The machines of the First Industrial Revolution that took textile production from cottages to factories relied on hydropower, and that placed geographical restrictions on this technology. That’s why Sir Richard Arkwright built his 1770s textile factories in Cromford, England; why Slater re-created Arkwright’s success in 1790s Pawtucket, Rhode Island; and why Lowell refined the textile industry during the War of 1812 in Waltham, Massachusetts. New England’s fast rivers and great ports set up the Northeast as the center of gravity for the era’s tech industry. The cotton spindle was akin to the silicon chip, and the largest textile factory town — Lowell, Massachusetts — was known as Spindle City, the 19th century version of Silicon Valley.
But technology continued to change in succeeding generations, moving the U.S. economy’s geographical fulcrum. Hungry steam engines devoured coal to power new factories and fuel the locomotives and steamboats transporting their manufactured goods. As the late-19th-century United States entered the Second Industrial Revolution, America’s coal rich, steel-producing states between the Appalachians and the Midwest came to enjoy the success rivers once gave New England.
Yet none of these regions remain on America’s economic pedestal. As the late-20th century ushered in a service industry, New England’s rivers, Pennsylvania’s coal mines and Ohio’s steel production ceased to provide these states with the prosperity they previously did. “Rust Belt” became a popular moniker for these once vibrant regions as the U.S. economy’s center of gravity leapfrogged the intermountain region for the digitally fertile ground of Silicon Valley. No longer were natural resources — fast rivers, coal and iron — the predominant factors of American production. The digital products and services of the Third Industrial Revolution required highly skilled labor and a vibrant ecosystem of innovation to thrive. Silicon Valley embodied these attributes just as Lowell’s Spindle City had for early 1800s America and the Rust Belt did a century later.
The economy is fundamentally changing again. Some economists call the rapid rise of advanced manufacturing a Fourth Industrial Revolution; others argue it is a second phase of the Third Industrial Revolution. Semantics aside, the ongoing shift opens the door for another displacement of the global economy’s geographic center.
Indeed, hyper-fast computing and web-connectivity, the internet of industrial processes, additive manufacturing (i.e. 3D printing), and the development of artificial intelligence are revolutionizing how we manufacture 21st century goods. As the labor factor of production shifts from many low-skill laborers to relatively fewer high-skill workers, we are seeing a dramatic reshoring of manufacturing jobs to the United States, where high-skill labor is abundant and the world's largest market can be reached without costs in time and resources of shipping goods across oceans.2 comments on this story
This advanced manufacturing economy of the future will go to those regions with the right primary inputs: highly skilled labor; high quality of life (since labor is more mobile than ever before); a globally connected ecosystem of innovation; low-cost land, taxes and regulations; and access to markets via geographic location, transportation hubs and distribution facilities.
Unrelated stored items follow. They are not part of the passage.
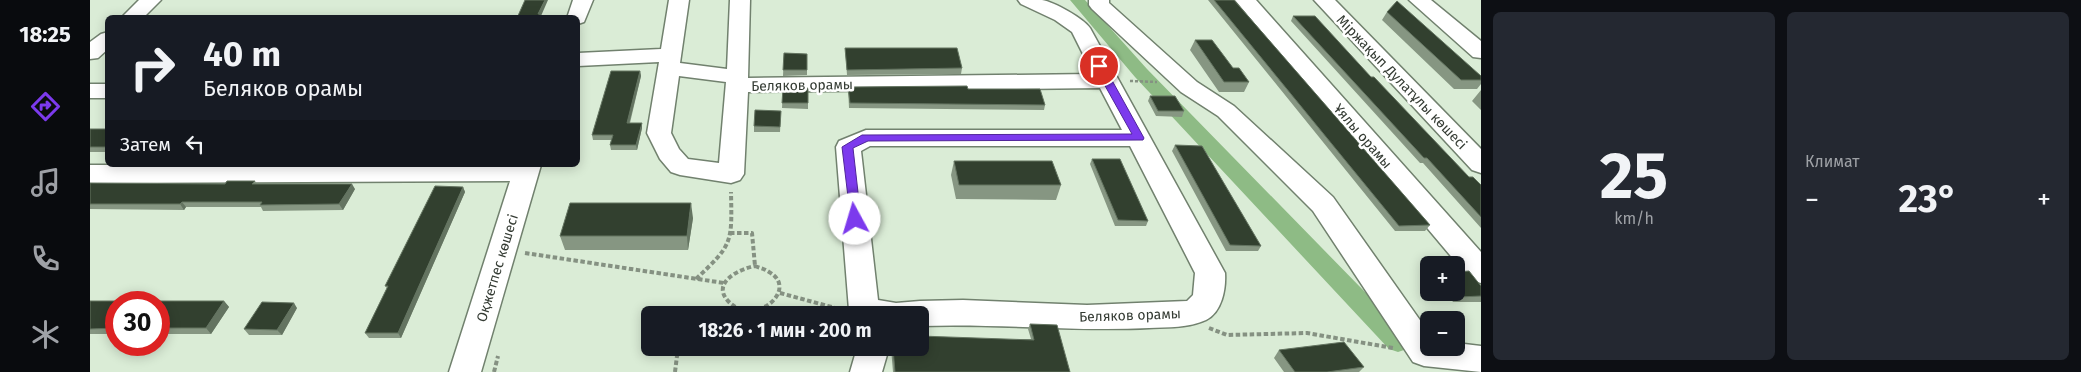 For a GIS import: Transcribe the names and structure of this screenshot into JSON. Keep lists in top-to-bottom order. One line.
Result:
{"streets":{"street":["Міржақып Дулатұлы көшесі","Беляков орамы","Ұялы орамы","Оқжетпес көшесі"]},"page":{"tabs":"18:25","tile":[["25","km/h"],"Климат"],"turn":["40 m","Беляков орамы"],"then":"Затем","heat":["−","23°","+"],"map_buttons":["+","−"],"limit":"30","trip":"18:26 · 1 мин · 200 m"}} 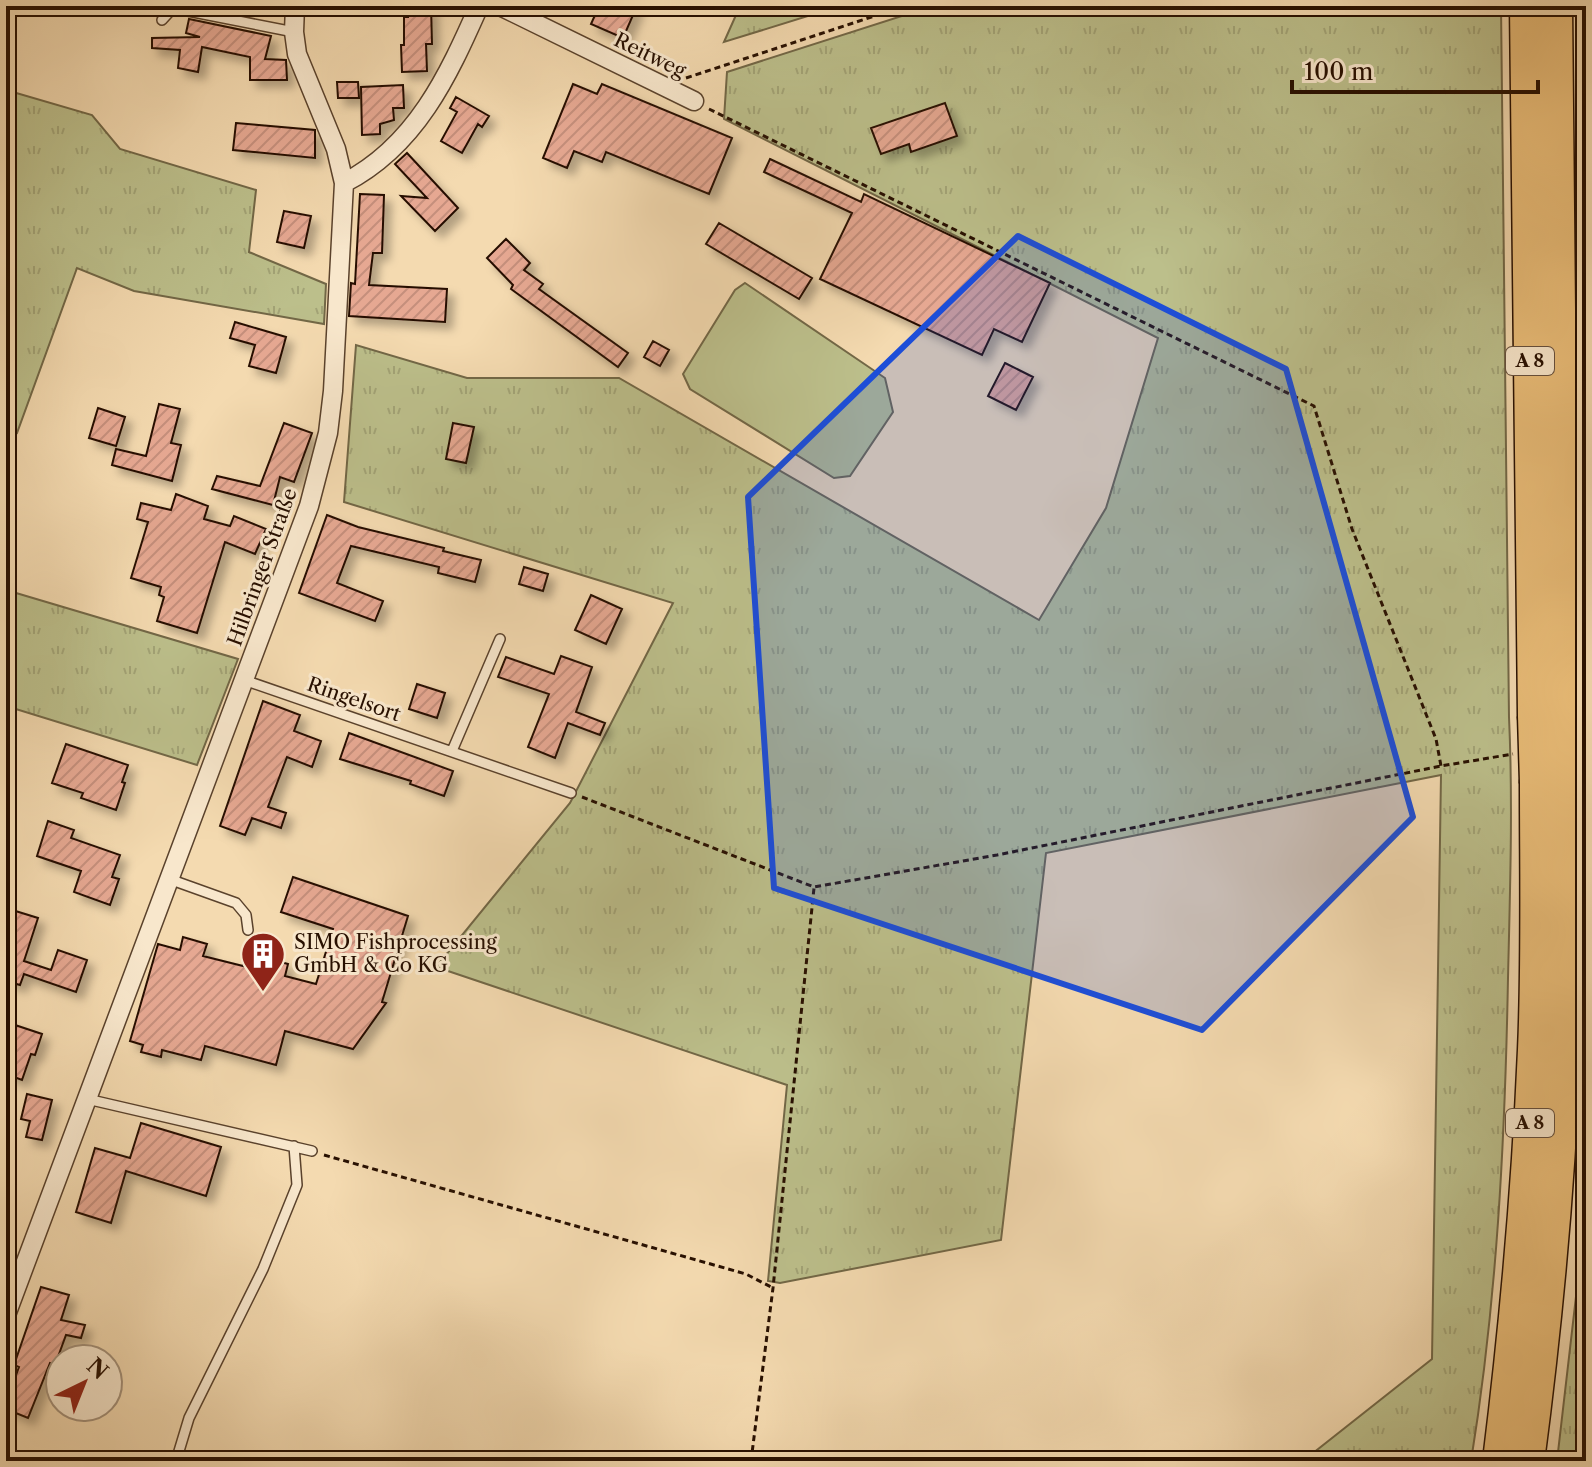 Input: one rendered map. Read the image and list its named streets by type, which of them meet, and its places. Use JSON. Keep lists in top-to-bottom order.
{
  "streets": {
    "highway": ["A 8"],
    "street": ["Reitweg", "Hilbringer Straße"],
    "lane": ["Ringelsort"]
  },
  "crossings": [
    ["Hilbringer Straße", "Ringelsort"]
  ],
  "places": {
    "building": ["SIMO Fishprocessing GmbH & Co KG"]
  },
  "scale_bar": "100 m",
  "north": "top right"
}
States that bring these inputs together will seize America’s economic pedestal, like Silicon Valley, the Midwest and New England have before. Those familiar with Utah’s economic policies, educated population, good governance and role as the crossroads of the West should see that this describes Utah.
New England, the Rust Belt and Silicon Valley demonstrate that disruption is the one constant in economic history. Disruption is coming, and the Beehive State is primed to emerge as the Fourth Industrial Revolution’s new economic center of gravity. Soon enough, it may not be just Brigham Young, but the world that looks at Utah and thinks: “This is the (economic) place.”